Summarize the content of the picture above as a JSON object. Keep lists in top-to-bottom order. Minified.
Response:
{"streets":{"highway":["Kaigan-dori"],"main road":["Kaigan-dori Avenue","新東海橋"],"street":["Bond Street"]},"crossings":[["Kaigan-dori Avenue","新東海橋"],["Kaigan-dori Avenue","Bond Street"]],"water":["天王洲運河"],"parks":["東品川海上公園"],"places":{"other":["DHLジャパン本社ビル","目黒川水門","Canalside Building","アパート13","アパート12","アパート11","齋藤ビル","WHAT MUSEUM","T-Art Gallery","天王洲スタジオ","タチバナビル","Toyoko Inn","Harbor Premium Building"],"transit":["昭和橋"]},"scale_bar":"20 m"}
= = = = = = =
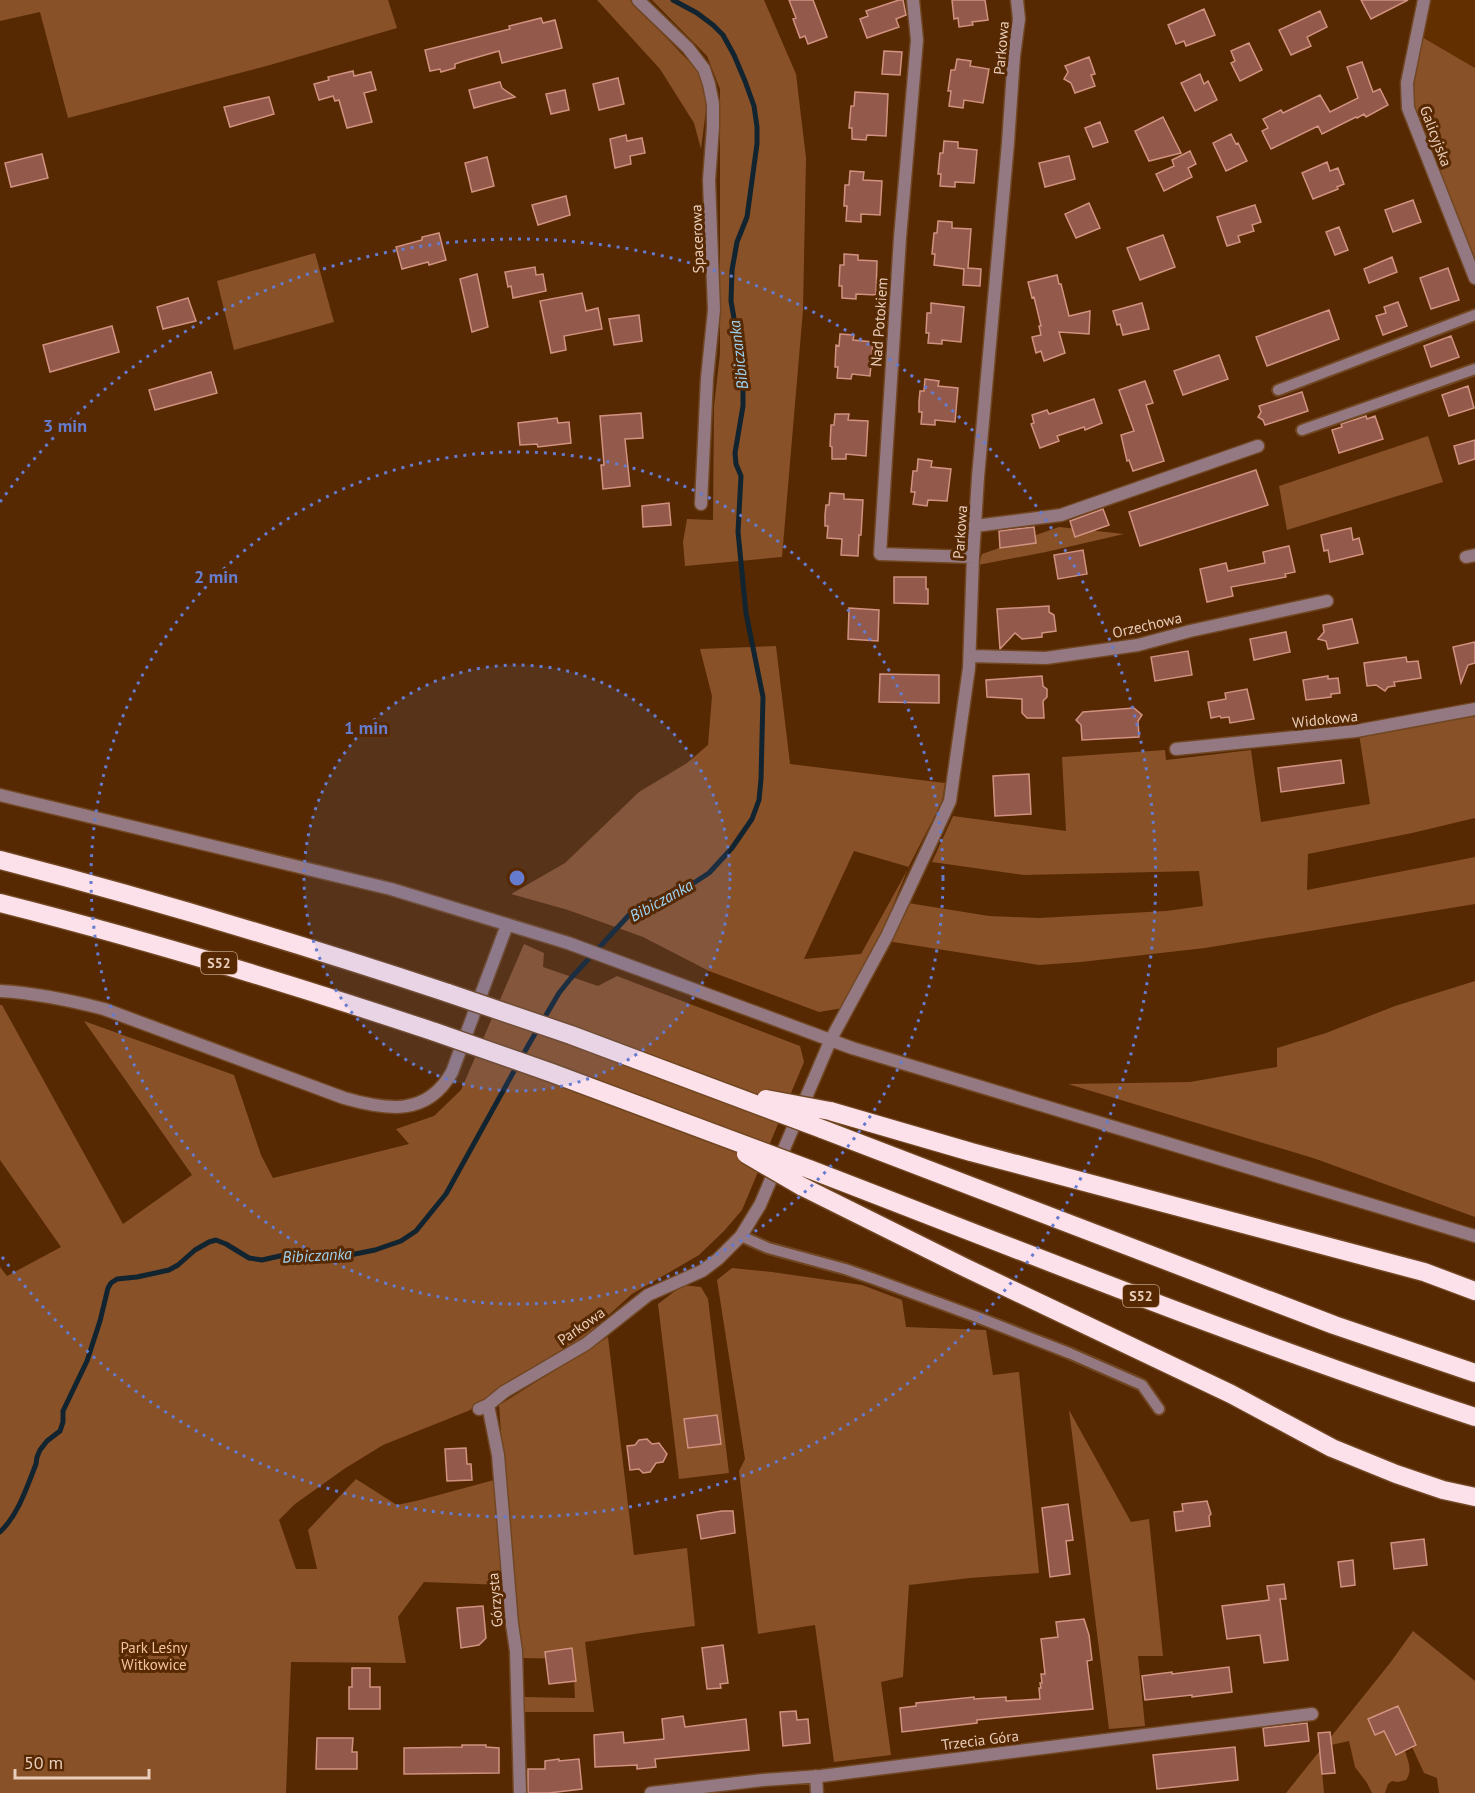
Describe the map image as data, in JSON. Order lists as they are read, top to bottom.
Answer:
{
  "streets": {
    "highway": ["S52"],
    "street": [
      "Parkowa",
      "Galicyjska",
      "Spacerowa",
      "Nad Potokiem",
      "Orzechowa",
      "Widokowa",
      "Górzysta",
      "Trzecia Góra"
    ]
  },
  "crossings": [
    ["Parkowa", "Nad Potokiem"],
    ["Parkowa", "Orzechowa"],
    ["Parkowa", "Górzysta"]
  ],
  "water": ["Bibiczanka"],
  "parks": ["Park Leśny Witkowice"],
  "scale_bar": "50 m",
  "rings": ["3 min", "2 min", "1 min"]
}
= = = = = = =
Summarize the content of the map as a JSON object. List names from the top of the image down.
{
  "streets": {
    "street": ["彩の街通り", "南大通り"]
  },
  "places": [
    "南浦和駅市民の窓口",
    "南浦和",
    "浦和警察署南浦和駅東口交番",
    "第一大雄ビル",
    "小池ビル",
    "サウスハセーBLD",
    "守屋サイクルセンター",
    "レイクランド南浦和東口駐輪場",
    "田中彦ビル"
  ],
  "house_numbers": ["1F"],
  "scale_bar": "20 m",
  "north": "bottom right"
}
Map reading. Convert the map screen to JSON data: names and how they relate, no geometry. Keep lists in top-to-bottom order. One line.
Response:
= = = = = = =
* **What this task involves**: What lines in the material above include "data"? Copy every one of them.

* **Exercise answer**:
Describe the map image as data, in JSON. Order lists as they are read, top to bottom.
Map reading. Convert the map screen to JSON data: names and how they relate, no geometry. Keep lists in top-to-bottom order. One line.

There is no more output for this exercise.